I just woke up in the 4th floor lounge at 5:30AM with my ipod on to springsteen and a condom on
I woke up and my panties were thumbtacked to his wall. Out of my reach.
you were sitting on the floor cleaning up your own puke and telling my mom she should hire you as a maid.
I need to make a 'no kissing' rule for my casual hookups during cold season...this cold is so not worth it.
Restaurants Roasting People Who Gave Them Negative Yelp Reviews (25 Pics)
Also, I am ligit concerned that I might compulsively start collecting vibrators like Pokemon.
Can I just say that you're probably one of my favorite people to have sex with and then eat hummus with at 3:45am?
Last night you sang a duet with a gay man posing as a straight man posing as nicole kidman; your life lacks neither color nor texture:)
hey remember that mom you brought home from the bar last month... she is currently driving me back to her place. turning my phone off now.
I woke up in a poorly constructed blanket fort on a strange office floor covered in rug burns and champagne. How was your night?

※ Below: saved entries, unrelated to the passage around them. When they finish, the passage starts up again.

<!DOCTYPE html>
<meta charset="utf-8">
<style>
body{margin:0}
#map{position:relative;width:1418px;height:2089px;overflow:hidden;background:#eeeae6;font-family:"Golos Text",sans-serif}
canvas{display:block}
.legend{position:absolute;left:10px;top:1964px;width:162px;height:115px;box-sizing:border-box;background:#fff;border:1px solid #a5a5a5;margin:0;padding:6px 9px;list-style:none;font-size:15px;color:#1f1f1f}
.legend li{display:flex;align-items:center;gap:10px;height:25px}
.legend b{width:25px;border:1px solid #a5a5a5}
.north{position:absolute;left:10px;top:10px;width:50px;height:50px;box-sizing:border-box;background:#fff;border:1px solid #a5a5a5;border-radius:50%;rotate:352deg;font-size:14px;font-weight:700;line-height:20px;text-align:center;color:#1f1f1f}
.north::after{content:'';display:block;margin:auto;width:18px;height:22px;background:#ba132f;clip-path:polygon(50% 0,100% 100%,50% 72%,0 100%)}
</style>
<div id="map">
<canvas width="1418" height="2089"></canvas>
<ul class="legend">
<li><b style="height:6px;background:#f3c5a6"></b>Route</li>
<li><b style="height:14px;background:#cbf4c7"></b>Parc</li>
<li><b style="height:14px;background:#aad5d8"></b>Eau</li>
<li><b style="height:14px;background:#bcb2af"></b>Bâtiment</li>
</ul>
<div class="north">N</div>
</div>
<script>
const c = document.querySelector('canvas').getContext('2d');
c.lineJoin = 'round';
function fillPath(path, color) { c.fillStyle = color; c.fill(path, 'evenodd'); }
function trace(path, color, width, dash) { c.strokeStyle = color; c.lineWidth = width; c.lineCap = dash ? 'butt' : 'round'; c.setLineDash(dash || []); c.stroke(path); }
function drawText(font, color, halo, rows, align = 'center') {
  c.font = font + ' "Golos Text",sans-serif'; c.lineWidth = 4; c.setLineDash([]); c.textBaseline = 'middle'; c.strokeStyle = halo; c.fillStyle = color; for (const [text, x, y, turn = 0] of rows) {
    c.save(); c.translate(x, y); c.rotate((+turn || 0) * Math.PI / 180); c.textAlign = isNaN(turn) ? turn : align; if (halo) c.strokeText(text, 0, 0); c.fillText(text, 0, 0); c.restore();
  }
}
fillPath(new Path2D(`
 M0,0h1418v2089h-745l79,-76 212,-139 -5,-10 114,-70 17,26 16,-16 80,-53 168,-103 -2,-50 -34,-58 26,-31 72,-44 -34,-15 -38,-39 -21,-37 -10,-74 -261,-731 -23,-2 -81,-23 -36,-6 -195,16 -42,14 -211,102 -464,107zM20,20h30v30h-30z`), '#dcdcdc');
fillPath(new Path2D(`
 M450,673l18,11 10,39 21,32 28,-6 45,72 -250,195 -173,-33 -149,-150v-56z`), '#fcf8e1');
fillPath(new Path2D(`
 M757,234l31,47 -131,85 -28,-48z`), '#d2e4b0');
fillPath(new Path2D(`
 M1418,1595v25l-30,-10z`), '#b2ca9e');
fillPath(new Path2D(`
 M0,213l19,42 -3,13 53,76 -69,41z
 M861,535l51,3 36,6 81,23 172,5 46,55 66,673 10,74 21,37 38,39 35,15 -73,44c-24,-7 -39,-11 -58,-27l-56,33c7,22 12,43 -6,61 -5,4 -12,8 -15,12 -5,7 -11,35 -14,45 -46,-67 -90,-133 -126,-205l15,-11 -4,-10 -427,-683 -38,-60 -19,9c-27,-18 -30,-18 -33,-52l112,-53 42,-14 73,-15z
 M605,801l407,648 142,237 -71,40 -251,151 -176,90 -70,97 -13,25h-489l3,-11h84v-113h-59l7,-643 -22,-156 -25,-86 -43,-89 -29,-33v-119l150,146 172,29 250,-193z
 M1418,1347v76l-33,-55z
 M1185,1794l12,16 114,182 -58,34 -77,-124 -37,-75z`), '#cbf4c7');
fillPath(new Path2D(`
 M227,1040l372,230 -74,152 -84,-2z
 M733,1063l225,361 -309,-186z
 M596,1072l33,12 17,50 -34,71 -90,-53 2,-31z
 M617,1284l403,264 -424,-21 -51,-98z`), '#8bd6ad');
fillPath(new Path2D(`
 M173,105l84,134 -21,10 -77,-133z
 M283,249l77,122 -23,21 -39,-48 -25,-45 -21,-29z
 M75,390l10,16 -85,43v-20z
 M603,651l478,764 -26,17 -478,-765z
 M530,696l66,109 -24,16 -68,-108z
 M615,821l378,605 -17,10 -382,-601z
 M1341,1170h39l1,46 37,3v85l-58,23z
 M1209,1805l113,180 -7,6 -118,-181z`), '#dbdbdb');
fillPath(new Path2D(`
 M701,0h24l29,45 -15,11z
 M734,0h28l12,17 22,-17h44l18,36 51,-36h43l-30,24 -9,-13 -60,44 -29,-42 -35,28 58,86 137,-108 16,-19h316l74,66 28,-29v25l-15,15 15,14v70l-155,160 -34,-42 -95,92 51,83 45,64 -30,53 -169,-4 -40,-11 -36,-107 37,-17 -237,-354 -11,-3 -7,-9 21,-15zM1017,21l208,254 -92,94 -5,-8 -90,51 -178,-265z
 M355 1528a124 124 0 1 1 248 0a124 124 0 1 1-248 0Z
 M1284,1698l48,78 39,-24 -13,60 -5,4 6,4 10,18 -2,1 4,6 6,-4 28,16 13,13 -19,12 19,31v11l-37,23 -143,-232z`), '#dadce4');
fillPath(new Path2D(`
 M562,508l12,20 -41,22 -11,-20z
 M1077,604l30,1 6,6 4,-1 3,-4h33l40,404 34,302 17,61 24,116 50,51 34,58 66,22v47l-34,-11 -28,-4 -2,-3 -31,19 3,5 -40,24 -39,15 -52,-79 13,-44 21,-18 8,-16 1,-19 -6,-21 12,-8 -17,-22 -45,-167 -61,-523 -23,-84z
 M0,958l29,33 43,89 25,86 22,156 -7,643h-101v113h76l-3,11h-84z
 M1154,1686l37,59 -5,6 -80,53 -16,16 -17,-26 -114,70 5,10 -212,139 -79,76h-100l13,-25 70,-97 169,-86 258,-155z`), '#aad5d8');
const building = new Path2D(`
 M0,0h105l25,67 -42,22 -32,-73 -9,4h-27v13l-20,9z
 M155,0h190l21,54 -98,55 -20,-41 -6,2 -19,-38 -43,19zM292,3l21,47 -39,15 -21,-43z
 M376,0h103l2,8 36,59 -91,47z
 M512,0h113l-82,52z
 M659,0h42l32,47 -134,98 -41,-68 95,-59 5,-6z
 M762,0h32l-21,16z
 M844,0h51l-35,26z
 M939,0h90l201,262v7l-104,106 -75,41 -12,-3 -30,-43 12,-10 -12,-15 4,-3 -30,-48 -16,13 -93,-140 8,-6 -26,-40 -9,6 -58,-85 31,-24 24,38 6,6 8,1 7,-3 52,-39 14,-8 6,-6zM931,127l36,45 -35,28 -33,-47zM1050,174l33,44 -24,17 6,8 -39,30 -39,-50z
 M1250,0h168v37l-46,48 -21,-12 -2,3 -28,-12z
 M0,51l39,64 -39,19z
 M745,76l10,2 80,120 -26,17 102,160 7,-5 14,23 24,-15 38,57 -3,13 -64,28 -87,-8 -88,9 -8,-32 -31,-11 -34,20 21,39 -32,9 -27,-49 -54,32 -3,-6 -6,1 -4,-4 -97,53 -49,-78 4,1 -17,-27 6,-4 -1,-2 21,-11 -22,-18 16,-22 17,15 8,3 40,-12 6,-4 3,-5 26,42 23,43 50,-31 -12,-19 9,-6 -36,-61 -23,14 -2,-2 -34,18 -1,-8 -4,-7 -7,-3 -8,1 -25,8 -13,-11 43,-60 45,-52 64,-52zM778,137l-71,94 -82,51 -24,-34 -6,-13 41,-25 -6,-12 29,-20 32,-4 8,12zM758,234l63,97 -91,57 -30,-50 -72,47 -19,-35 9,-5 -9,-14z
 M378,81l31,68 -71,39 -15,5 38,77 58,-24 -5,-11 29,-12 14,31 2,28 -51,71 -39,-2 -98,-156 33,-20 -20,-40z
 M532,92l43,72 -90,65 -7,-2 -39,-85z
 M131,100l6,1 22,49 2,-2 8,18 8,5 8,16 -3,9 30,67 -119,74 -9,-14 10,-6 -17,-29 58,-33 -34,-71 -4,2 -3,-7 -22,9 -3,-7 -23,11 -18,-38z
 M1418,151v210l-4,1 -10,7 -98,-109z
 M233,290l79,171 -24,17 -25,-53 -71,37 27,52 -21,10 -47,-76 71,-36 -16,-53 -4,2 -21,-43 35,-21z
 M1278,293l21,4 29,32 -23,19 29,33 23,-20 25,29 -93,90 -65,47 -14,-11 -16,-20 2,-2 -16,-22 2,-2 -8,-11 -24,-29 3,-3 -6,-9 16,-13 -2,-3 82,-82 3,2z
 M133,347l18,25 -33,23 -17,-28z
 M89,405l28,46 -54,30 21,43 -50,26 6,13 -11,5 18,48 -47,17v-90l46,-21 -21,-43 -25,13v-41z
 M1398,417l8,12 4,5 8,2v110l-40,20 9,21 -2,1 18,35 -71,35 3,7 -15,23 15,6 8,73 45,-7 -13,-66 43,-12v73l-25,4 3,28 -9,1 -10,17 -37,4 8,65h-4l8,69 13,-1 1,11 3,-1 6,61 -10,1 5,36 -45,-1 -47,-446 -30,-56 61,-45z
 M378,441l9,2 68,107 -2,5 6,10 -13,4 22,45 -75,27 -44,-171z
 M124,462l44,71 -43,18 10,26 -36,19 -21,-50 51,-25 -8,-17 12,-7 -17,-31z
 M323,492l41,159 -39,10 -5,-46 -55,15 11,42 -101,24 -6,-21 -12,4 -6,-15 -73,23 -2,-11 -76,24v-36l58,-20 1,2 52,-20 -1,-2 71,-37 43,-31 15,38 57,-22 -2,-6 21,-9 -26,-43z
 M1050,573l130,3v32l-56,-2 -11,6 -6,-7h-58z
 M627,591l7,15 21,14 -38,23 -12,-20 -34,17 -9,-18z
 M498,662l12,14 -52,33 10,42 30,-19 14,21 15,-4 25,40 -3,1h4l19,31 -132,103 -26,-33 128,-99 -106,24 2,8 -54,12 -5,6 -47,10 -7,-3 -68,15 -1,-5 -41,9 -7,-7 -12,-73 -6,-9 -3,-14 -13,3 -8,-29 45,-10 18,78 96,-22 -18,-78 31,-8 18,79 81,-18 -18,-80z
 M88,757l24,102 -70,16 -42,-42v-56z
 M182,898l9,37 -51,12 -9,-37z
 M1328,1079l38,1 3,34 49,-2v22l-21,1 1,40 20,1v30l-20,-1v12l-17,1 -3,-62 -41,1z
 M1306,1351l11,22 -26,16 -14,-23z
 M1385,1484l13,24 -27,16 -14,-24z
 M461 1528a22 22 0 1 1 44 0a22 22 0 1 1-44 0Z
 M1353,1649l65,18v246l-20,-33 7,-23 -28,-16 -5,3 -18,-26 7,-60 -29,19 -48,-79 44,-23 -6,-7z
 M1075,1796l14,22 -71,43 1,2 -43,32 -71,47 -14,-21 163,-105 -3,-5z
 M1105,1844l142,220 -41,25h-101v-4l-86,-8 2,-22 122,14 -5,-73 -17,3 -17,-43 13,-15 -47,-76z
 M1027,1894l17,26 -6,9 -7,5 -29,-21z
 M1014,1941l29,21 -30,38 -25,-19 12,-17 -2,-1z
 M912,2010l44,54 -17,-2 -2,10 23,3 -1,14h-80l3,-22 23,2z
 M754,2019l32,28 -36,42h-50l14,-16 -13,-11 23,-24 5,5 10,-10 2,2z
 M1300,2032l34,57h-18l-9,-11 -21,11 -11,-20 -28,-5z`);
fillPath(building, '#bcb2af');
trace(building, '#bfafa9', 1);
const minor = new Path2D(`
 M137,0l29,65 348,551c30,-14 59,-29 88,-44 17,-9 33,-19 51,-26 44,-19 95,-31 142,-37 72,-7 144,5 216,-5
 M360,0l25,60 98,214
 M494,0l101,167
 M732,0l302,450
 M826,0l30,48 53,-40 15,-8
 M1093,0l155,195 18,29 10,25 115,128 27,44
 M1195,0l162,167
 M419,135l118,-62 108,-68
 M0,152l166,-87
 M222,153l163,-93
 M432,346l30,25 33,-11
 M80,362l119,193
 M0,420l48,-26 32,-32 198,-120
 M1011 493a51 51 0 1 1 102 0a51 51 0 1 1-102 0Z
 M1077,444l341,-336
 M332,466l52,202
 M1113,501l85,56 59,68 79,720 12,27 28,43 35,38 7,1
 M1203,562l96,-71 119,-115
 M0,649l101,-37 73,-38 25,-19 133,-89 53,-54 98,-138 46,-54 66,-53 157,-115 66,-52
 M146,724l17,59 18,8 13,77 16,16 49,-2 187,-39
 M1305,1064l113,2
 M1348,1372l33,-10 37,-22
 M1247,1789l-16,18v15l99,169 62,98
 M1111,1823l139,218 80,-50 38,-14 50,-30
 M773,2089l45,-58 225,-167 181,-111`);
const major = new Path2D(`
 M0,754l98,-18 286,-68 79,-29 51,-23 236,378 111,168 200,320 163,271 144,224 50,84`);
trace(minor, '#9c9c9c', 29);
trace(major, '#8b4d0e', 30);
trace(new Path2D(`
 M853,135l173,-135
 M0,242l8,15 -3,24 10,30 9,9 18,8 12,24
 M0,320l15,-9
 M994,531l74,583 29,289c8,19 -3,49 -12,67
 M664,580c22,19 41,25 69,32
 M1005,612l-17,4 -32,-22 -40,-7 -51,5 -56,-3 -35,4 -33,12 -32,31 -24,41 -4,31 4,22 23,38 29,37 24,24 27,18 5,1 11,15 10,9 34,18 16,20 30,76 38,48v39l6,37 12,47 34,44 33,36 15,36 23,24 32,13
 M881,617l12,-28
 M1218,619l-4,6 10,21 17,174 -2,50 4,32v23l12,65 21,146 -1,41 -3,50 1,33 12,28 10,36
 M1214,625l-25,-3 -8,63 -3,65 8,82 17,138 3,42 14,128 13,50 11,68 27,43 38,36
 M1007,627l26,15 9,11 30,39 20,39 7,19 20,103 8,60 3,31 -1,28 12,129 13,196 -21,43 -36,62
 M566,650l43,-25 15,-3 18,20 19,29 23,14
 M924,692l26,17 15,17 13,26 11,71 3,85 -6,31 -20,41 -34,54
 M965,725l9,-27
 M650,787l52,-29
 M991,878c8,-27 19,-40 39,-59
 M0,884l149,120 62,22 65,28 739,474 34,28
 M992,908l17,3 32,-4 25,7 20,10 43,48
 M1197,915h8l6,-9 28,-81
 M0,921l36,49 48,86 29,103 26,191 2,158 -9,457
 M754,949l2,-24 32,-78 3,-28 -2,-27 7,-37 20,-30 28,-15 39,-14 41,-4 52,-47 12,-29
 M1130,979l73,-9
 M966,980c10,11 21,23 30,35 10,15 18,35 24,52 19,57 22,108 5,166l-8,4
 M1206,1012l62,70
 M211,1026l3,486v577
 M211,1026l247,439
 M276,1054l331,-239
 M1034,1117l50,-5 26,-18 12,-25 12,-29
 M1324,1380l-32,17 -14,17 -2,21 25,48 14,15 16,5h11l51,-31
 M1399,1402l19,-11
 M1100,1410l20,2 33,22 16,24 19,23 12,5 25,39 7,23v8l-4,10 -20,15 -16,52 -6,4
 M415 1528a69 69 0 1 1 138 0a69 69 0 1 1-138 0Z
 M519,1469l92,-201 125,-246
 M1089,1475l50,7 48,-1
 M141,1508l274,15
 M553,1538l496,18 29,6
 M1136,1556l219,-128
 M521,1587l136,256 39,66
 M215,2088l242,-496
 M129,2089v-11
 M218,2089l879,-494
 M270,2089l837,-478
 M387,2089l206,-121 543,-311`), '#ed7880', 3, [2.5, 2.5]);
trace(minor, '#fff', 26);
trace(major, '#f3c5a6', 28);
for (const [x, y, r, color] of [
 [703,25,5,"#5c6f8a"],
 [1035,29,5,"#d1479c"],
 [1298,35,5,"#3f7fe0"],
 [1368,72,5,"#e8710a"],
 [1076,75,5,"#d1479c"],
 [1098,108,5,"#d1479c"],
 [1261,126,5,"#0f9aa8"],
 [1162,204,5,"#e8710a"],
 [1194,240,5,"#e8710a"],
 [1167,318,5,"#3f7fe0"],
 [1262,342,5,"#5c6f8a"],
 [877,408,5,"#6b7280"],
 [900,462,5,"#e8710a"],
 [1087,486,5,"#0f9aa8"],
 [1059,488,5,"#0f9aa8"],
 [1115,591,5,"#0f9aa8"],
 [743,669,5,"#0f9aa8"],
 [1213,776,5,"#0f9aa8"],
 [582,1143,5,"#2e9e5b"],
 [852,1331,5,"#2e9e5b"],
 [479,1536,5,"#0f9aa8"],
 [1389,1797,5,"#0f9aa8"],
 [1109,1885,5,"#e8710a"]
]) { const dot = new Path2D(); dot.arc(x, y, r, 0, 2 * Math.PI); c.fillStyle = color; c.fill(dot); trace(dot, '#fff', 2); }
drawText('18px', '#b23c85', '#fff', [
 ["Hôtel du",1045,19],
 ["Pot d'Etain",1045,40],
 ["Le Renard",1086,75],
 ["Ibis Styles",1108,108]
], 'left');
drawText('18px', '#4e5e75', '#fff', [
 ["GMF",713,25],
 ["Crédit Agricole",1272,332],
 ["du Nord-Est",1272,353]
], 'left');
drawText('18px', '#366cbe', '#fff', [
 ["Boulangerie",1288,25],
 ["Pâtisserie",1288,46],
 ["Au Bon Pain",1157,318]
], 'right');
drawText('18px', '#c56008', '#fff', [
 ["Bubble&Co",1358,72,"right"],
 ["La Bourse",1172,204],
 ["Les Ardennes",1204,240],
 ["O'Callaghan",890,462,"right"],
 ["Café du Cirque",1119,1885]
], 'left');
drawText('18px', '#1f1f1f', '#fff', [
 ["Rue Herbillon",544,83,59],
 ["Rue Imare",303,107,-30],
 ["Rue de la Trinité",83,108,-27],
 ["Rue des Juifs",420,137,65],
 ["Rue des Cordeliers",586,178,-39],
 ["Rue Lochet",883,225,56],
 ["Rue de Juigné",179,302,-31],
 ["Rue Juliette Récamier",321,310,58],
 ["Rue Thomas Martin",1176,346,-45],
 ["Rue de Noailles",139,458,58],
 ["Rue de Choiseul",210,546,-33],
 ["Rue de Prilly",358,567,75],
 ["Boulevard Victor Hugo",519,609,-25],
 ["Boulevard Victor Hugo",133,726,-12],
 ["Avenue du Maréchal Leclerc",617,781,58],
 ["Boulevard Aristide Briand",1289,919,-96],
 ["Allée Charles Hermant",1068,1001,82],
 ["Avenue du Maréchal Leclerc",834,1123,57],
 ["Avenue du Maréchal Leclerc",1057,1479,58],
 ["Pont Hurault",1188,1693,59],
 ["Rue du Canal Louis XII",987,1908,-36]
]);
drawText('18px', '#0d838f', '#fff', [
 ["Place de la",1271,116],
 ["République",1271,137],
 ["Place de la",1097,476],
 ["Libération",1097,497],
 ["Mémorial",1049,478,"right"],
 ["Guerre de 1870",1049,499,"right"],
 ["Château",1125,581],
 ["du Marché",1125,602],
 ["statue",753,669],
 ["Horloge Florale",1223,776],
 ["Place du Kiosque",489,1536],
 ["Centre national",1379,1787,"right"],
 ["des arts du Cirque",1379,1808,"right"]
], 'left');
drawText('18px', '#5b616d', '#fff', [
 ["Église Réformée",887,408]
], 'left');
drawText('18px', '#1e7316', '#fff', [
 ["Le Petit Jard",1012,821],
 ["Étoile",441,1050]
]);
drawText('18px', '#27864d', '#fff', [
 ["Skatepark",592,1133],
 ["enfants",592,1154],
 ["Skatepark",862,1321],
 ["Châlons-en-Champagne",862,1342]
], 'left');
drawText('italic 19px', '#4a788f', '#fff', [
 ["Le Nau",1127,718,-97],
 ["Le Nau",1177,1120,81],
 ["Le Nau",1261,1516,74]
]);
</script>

Woman Posts Harassing DMs From Creep Online, Now He’s Upset Because People Told His Mom
Drunk and alone at a magic show is what my life has become without you
Sometimes i think i need to stop drinking because i can't afford losing so many panties anymore
You woke up butt naked, peed yourself said something about jumbo shrimp, and passed back out 10 seconds ltr..
His baby mama found the pictures of us, she couldn't see my face but she could see my asshole. So I'm safe.
He came on my face and he was genuinely concerned about getting it in my hair. I'm marrying him.
It is NEVER not funny to me when I am sitting at a table and I've touched the dicks of every single person I'm sitting with.